◆ PROBLEM TO SOLVE
Only lines containing "linejoin" are wanted from the data below. Copy those lines.

:: SUPPLIED ENTRIES

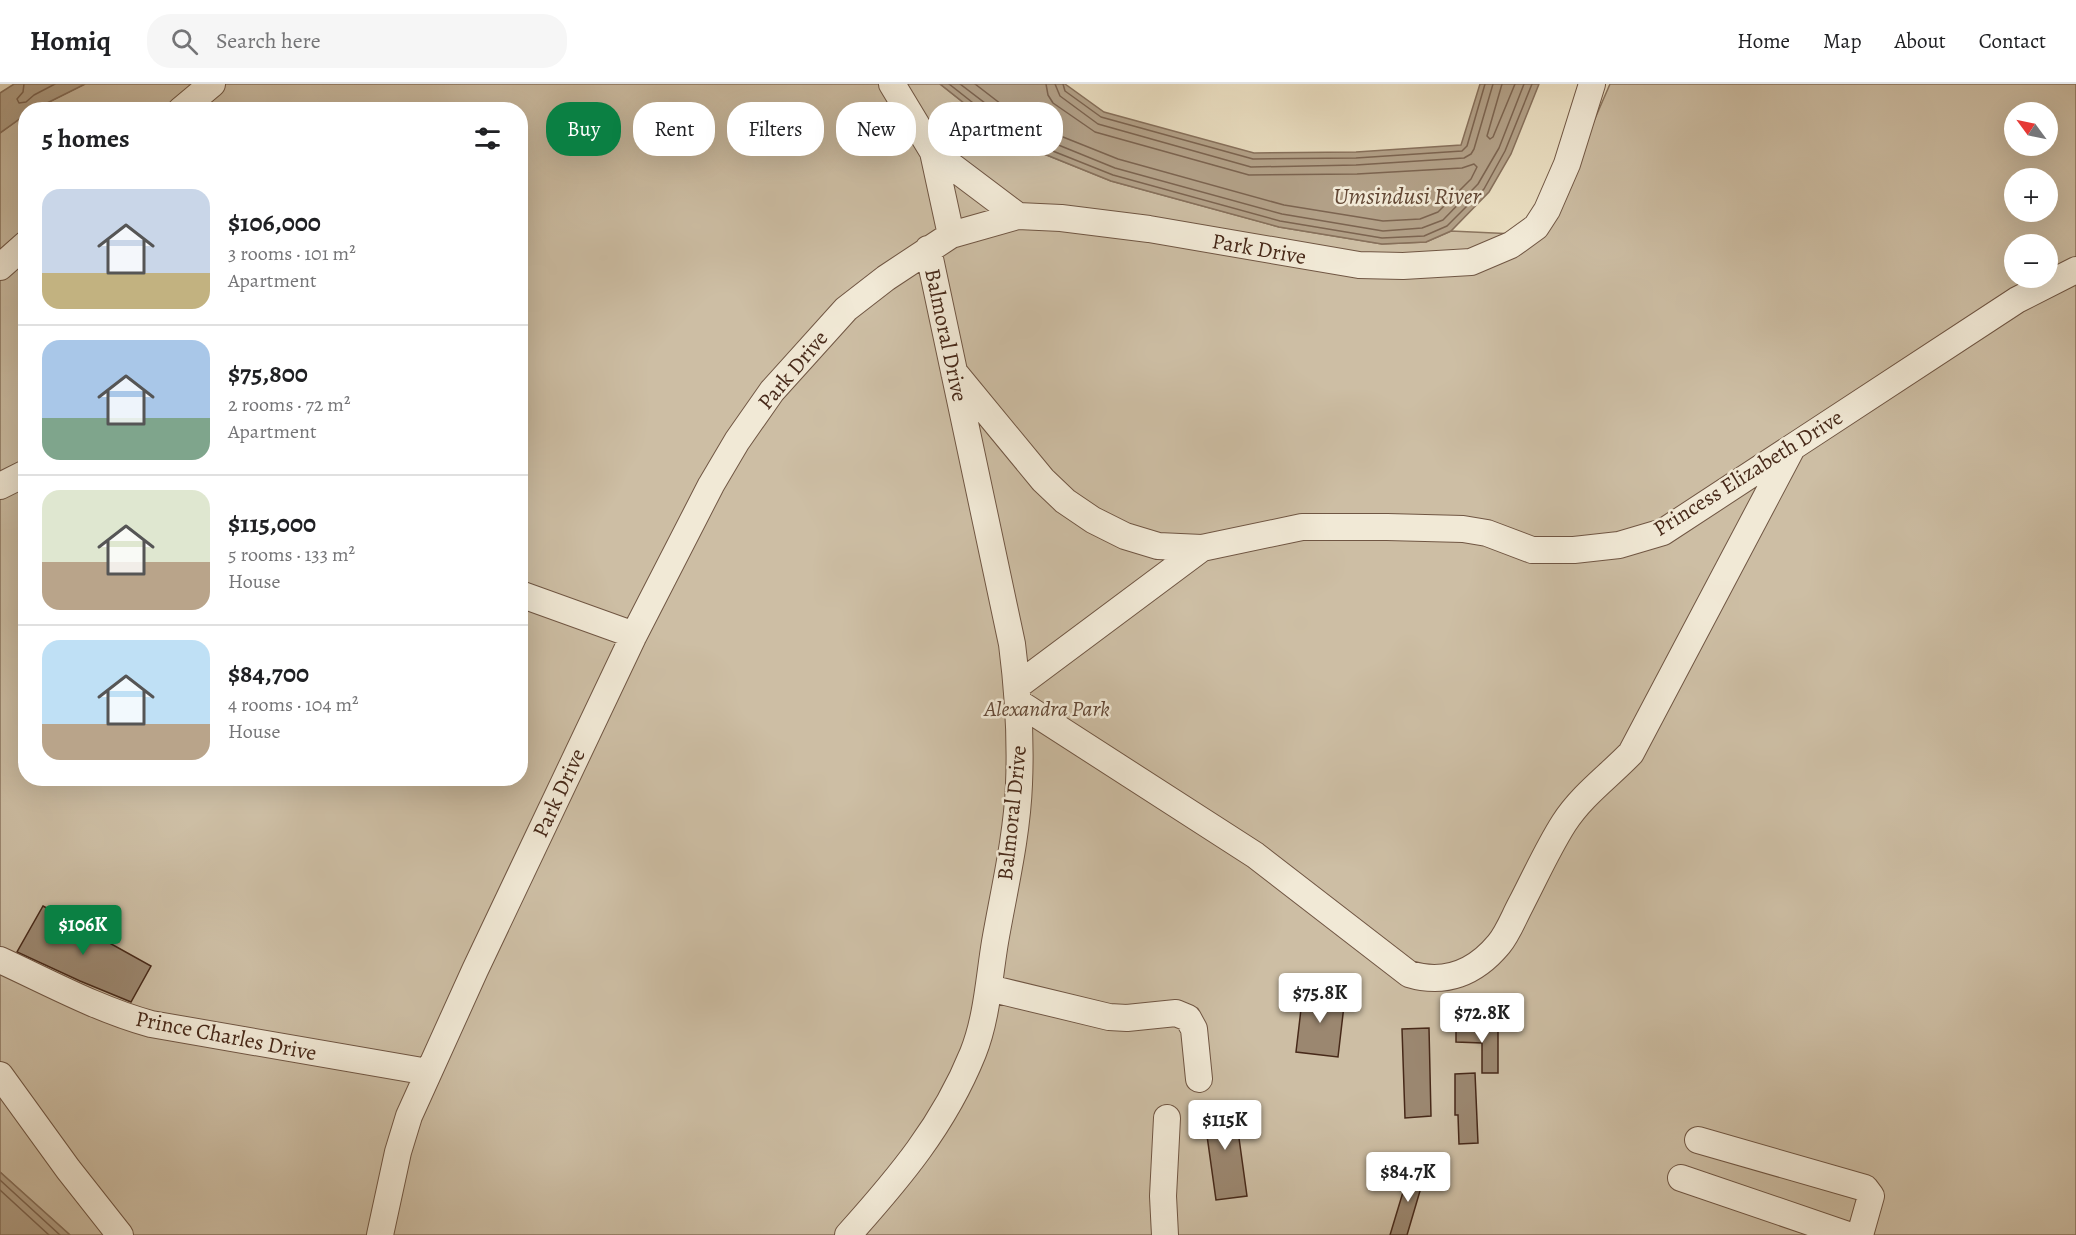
<!DOCTYPE html>
<meta charset="utf-8">
<style>
body{margin:0;font-family:Alegreya,serif;background:#f6f6f6;color:#202124;height:100vh;display:flex;flex-direction:column;font-size:22px;white-space:nowrap}
*{box-sizing:border-box;margin:0}
p{font-size:20px;color:#757577}
.icon{flex:none;width:33px;height:33px;fill:none;stroke:currentColor;stroke-width:2;stroke-linecap:round;stroke-linejoin:round}
.map{position:relative;flex:1;overflow:hidden}
.drawer{position:absolute;left:18px;top:18px;width:510px;height:684px;display:flex;flex-direction:column;background:#fff;border-radius:24px;box-shadow:0 6px 24px #0002}
.drawer>*{flex:none}
.top-card{position:absolute;left:546px;top:18px;width:570px;height:54px;display:flex;gap:12px}
.needle{width:39px;rotate:303deg}
.controls{position:absolute;left:2004px;top:18px;display:grid;gap:12px}
.controls a{display:grid;place-items:center;width:54px;height:54px;border-radius:50%;background:#fff;box-shadow:0 6px 24px #0002;font-size:30px}
.price{position:absolute;translate:-50% -51px;padding:0 14px;border-radius:6px;background:#fff;color:#222;font-size:20px;line-height:39px;filter:drop-shadow(0 2px 3px #0008)}
.price::after{content:'';position:absolute;left:50%;top:36px;width:18px;height:14px;margin-left:-9px;background:inherit;clip-path:polygon(0 0,100% 0,50% 100%)}
.price.current{background:#0b8043;color:#fff}
ul{padding:0;list-style:none}
li{display:flex;align-items:center;gap:18px;height:150px;padding:0 24px}
li+li{border-top:2px solid #e0e0e0}
li span{display:grid;place-items:center;flex:none;width:168px;height:120px;border-radius:18px;color:#555}
li>.icon{margin-inline-start:auto}
span .icon{width:72px;height:72px;fill:#fffc;stroke-width:1}
li b{font-size:26px}
h2{display:flex;justify-content:space-between;align-items:center;height:72px;padding:0 24px;font-size:26px}
.chip{padding:0 21px;border-radius:24px;background:#fff;box-shadow:0 6px 24px #0002;font-size:21px;line-height:54px}
.chip.current{background:#0b8043;color:#fff}
header{display:flex;align-items:center;gap:36px;box-sizing:border-box;height:84px;padding:0 30px;background:#fff;border-bottom:2px solid #e0e0e0}
header strong{font-size:28px}
nav{display:flex;gap:33px;margin-inline-start:auto;font-size:21px}
.search{width:420px;height:54px;background:#f6f6f6;display:flex;align-items:center;gap:15px;box-sizing:border-box;padding:0 21px;border-radius:24px;color:#757577;font-size:22px}
.map>svg:first-child{display:block}
</style>
<header>
<strong>Homiq</strong>
<div class="search"><svg class="icon" aria-label="search" viewBox="0 0 24 24"><circle cx="10" cy="10" r="6"/><path d="M15 15l6 6"/></svg>Search here</div>
<nav><a>Home</a><a>Map</a><a>About</a><a>Contact</a></nav>
</header>
<div class="map">
<svg width="2076" height="1151" viewBox="0 0 2076 1151">
<rect width="100%" height="100%" fill="#e9ddc0"/>
<filter id="stains"><feTurbulence type="fractalNoise" baseFrequency=".00333" numOctaves="4"/><feColorMatrix values="0 0 0 0 .2 0 0 0 0 .09 0 0 0 0 .02 0 0 0 .5 -.17"/></filter>
<radialGradient id="worn" r=".72"><stop offset=".6" stop-color="#630" stop-opacity="0"/><stop offset="1" stop-color="#630" stop-opacity=".3"/></radialGradient>
<path fill="#cdbea4" stroke="#8a745e" stroke-width="1.5" fill-rule="evenodd" d="M85,0H940L1012,57L1111,97L1279,143L1382,160L1426,158L1451,147L1538,151L1547,145L1610,0H2076V1151H70L0,1088V49L25,31L26,694H520V26L35,25ZM2014,28H2048V62H2014ZM2014,94H2048V128H2014ZM2014,160H2048V194H2014Z"/>
<path fill="#b2a087" stroke="#87705b" stroke-width="1.5" d="M14,0H85L35,25L26,26L25,31L0,49V9Z
M940,0H1065L1104,28L1254,69L1356,68L1461,61L1480,0H1539L1511,70L1489,108L1451,147L1426,158L1382,160L1279,143L1111,97L1012,57Z
M0,1088L70,1151H0Z"/>
<g fill="none" stroke-linecap="round" stroke-linejoin="round">
<path stroke="#7c6450" stroke-width="1.5" d="M24,0L23,8L17,15L19,19L26,18L34,11L55,0
M949,0L1015,52L1113,91L1280,137L1382,154L1424,152L1447,142L1484,105L1505,67L1532,0
M960,0L1019,45L1115,84L1282,130L1383,147L1422,144L1443,136L1478,100L1499,64L1524,0
M975,0L1023,37L1118,75L1284,121L1383,137L1420,135L1438,128L1471,95L1477,83L1474,80L1462,84L1357,90L1249,91L1095,48L1053,19L1048,11L1046,0
M1055,0L1060,12L1098,40L1251,83L1356,81L1464,74L1471,70L1474,65L1493,0
M1063,0L1065,7L1101,33L1253,75L1356,74L1462,67L1467,62L1485,0
M1502,0L1487,52L1490,55L1493,53L1515,0
M0,1096L60,1151
M0,1106L49,1151"/>
</g>
<path fill="#9b8770" stroke="#472919" stroke-width="1.5" d="M43,822L151,882L131,918L80,897L17,868Z
M1303,908L1345,913L1338,973L1296,968Z
M1456,942H1498V989H1482V959L1456,958Z
M1429,944L1431,1032L1405,1034L1402,945Z
M1475,989L1478,1059L1459,1060L1458,1031H1455V990Z
M1234,1018L1247,1112L1216,1116L1203,1023Z
M1410,1085L1425,1090L1407,1151H1390Z"/>
<g fill="none" stroke-linecap="round" stroke-linejoin="round">
<g stroke="#705643" stroke-width="28">
<path id="minor" d="M892,0L933,68L951,151
M181,26L212,0
M933,68L1018,132
M0,183L26,160
M954,288L1043,396L1065,417L1093,436L1125,452L1158,462L1202,464L1302,443H1387L1463,445L1487,449L1532,466H1574L1619,461L1663,448L2017,216L2076,186
M0,402L26,389
M520,510L634,551
M1017,602L1202,464
M1019,619L1255,771L1409,890C1445,901 1475,889 1499,860C1508,849 1514,833 1521,820C1535,793 1548,764 1564,739C1582,711 1609,692 1631,669L1791,366
M0,876C50,899 97,925 151,940L428,988
M989,904L1109,933L1127,934L1176,929L1188,934L1194,945L1199,995
M0,991L68,1085L120,1151
M1698,1056L1865,1104L1871,1112L1860,1151
M1681,1094L1848,1151
M380,1151L398,1068L409,1032L475,886L634,551L711,401L737,357L772,307L846,225L886,194L951,151L1018,132L1061,134L1149,145L1359,181L1403,182L1471,178L1511,161L1536,143L1547,126L1567,80L1592,0
M848,1151C899,1094 944,1041 973,969C987,934 989,894 995,858C1004,806 1017,753 1019,700C1021,653 1018,607 1012,560L928,165
M1165,1151L1163,1112L1167,1034"/>
</g>
<use href="#minor" stroke="#f1e9d6" stroke-width="26"/>
</g>
<g text-anchor="middle" dominant-baseline="central" stroke-width="5" stroke-linejoin="round" paint-order="stroke">
<g font-size="22" fill="#472919" stroke="#f1e9d6">
<text transform="translate(1259 165) rotate(10)">Park Drive</text>
<text transform="translate(946 251) rotate(78)">Balmoral Drive</text>
<text transform="translate(793 286) rotate(-50)">Park Drive</text>
<text transform="translate(1748 389) rotate(-32)">Princess Elizabeth Drive</text>
<text transform="translate(559 709) rotate(-65)">Park Drive</text>
<text transform="translate(1012 729) rotate(-84)">Balmoral Drive</text>
<text transform="translate(226 952) rotate(11)">Prince Charles Drive</text>
</g>
<g font-size="22" font-style="italic" fill="#624735" stroke="#f1e9d6">
<text x="1047" y="625">Alexandra Park</text>
</g>
<g font-size="24" font-style="italic" fill="#624734" stroke="#f1e9d6">
<text x="1407" y="112">Umsindusi River</text>
</g>
</g>
<rect width="100%" height="100%" filter="url(#stains)"/>
<rect width="100%" height="100%" fill="url(#worn)"/>
</svg>
<div class="controls">
<a><svg class="needle" viewBox="-14 -14 28 28"><path d="M0-13l5 13h-10z" fill="#e53935"/><path d="M0 13l5-13h-10z" fill="#757577"/></svg></a>
<a>+</a>
<a>−</a>
</div>
<b class="price current" style="left:83px;top:872px">$106K</b>
<b class="price" style="left:1320px;top:940px">$75.8K</b>
<b class="price" style="left:1482px;top:960px">$72.8K</b>
<b class="price" style="left:1225px;top:1067px">$115K</b>
<b class="price" style="left:1408px;top:1119px">$84.7K</b>
<div class="top-card">
<a class="chip current">Buy</a>
<a class="chip">Rent</a>
<a class="chip">Filters</a>
<a class="chip">New</a>
<a class="chip">Apartment</a>
</div>
<section class="drawer">
<h2>5 homes<svg class="icon" aria-label="filters" viewBox="0 0 24 24"><path d="M4 7h16M4 17h16"/><circle cx="9" cy="7" r="2"/><circle cx="15" cy="17" r="2"/></svg></h2>
<ul>
<li><span style="background:linear-gradient(#c9d6e8 70%,#c2b280 0)"><svg class="icon" aria-label="home" viewBox="0 0 24 24"><path d="M3 11l9-7 9 7M6 9v11h12V9"/></svg></span><div><b>$106,000</b><p>3 rooms · 101 m²</p><p>Apartment</p></div></li>
<li><span style="background:linear-gradient(#a9c7e8 65%,#7fa58c 0)"><svg class="icon" aria-label="home" viewBox="0 0 24 24"><path d="M3 11l9-7 9 7M6 9v11h12V9"/></svg></span><div><b>$75,800</b><p>2 rooms · 72 m²</p><p>Apartment</p></div></li>
<li><span style="background:linear-gradient(#dfe7d0 60%,#b9a48a 0)"><svg class="icon" aria-label="home" viewBox="0 0 24 24"><path d="M3 11l9-7 9 7M6 9v11h12V9"/></svg></span><div><b>$115,000</b><p>5 rooms · 133 m²</p><p>House</p></div></li>
<li><span style="background:linear-gradient(#bfe0f5 70%,#b9a48a 0)"><svg class="icon" aria-label="home" viewBox="0 0 24 24"><path d="M3 11l9-7 9 7M6 9v11h12V9"/></svg></span><div><b>$84,700</b><p>4 rooms · 104 m²</p><p>House</p></div></li>
</ul>
</section>
</div>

::::

◆ SOLUTION TO THE EXERCISE
.icon{flex:none;width:33px;height:33px;fill:none;stroke:currentColor;stroke-width:2;stroke-linecap:round;stroke-linejoin:round}
<g fill="none" stroke-linecap="round" stroke-linejoin="round">
<g fill="none" stroke-linecap="round" stroke-linejoin="round">
<g text-anchor="middle" dominant-baseline="central" stroke-width="5" stroke-linejoin="round" paint-order="stroke">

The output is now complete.